Sexual dimorphism is defined as differences in biological characteristics between male and female members of the same species. The presence of sexual dimorphism results from a complex relationship between evolution and genetics [1]. Genetics determines the formation of gonads within an organism. The timing with which gonadal androgens and estrogens reach their peak is also sexually dimorphic. Males experience a surge in testosterone early in life, while estrogen increases later in females [2].

Sex hormones have a significant impact on the immune system. Estrogen receptors (ERs) are expressed by many immune cells, including lymphocytes, macrophages, eosinophils, basophils, dendritic cells, mast cells, and B and T cells [3]. In high concentrations, estrogen encourages a Th2 response and aids B cell class switching to IgE [4, 5]. It can also promote mast cell and basophil degranulation [4]. Androgen receptors (ARs) are expressed in hematopoietic stem cells, lymphoid and myeloid progenitor cells, and cells from the bone marrow, thymus, and spleen [5, 6]. Unlike ERs, AR signaling typically suppresses the immune response [3], inhibiting both Th1 and Th2 responses [7]. Testosterone also reduces B cell number [8]. These effects make males generally less susceptible to inflammatory and autoimmune diseases [3].
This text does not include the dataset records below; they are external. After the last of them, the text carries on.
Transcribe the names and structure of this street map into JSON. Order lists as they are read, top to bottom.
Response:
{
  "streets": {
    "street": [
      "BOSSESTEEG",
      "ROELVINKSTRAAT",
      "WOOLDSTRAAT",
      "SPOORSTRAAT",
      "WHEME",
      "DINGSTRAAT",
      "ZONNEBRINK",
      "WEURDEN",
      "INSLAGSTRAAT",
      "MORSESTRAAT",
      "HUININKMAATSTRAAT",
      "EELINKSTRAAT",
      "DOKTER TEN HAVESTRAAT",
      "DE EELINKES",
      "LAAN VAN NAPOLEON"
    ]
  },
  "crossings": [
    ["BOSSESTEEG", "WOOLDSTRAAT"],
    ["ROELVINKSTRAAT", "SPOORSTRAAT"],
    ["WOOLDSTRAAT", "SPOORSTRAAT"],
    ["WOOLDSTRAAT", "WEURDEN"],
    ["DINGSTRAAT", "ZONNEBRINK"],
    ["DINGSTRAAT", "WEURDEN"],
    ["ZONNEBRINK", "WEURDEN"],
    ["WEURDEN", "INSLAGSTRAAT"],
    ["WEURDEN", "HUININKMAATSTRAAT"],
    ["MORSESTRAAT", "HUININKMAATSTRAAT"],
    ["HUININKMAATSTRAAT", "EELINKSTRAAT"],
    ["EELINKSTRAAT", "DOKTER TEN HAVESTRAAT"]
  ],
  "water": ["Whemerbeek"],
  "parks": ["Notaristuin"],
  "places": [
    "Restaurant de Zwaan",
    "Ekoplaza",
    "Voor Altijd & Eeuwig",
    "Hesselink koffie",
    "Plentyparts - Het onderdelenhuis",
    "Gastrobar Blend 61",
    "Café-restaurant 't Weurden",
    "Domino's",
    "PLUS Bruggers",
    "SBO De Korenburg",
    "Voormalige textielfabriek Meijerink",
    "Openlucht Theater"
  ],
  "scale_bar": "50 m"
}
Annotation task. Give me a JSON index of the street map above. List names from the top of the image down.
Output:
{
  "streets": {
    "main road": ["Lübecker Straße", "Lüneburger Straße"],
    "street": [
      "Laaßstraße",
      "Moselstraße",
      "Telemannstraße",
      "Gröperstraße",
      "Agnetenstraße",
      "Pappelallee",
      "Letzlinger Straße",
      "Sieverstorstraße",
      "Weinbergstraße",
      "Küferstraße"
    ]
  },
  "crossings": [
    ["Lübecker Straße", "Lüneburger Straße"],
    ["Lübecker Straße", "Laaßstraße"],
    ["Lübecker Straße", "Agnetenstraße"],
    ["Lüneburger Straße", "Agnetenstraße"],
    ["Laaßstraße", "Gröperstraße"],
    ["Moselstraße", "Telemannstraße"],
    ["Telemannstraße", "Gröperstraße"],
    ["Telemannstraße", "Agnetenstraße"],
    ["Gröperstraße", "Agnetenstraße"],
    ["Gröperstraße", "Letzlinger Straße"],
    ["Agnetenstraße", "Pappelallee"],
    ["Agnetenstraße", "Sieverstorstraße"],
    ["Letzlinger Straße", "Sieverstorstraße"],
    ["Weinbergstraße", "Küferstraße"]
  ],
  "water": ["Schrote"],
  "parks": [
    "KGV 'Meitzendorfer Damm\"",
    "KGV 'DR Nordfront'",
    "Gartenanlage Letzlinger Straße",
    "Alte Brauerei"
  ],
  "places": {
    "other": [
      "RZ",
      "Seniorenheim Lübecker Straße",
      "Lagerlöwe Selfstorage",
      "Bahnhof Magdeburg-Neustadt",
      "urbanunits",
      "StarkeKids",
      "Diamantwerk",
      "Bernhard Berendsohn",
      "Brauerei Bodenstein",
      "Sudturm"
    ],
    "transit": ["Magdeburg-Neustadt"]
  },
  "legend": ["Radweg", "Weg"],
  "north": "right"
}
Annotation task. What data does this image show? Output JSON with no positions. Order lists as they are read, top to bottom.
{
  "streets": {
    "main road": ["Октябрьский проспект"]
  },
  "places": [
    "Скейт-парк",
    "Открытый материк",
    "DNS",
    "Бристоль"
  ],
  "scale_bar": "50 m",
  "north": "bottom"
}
In addition to sex-specific hormones, chromosomal expression differs between males and females. The female XX chromosomal pair undergoes incomplete X chromosome inactivation. However, ~ 15% of the 1100 genes encoded in the human X chromosome evade inactivation and can contribute to sexual dimorphism by yielding higher gene expression in females [9, 10]. For example, the innate inflammatory receptors TLR7 [11] and TLR8 [12] have been shown to escape X-inactivation. Likewise, the male-restricted Y-chromosome genes KDM5D [13] and UTY [14] have been linked to reduced inflammation, while the male gonad-determining gene SRY promotes [15] inflammation.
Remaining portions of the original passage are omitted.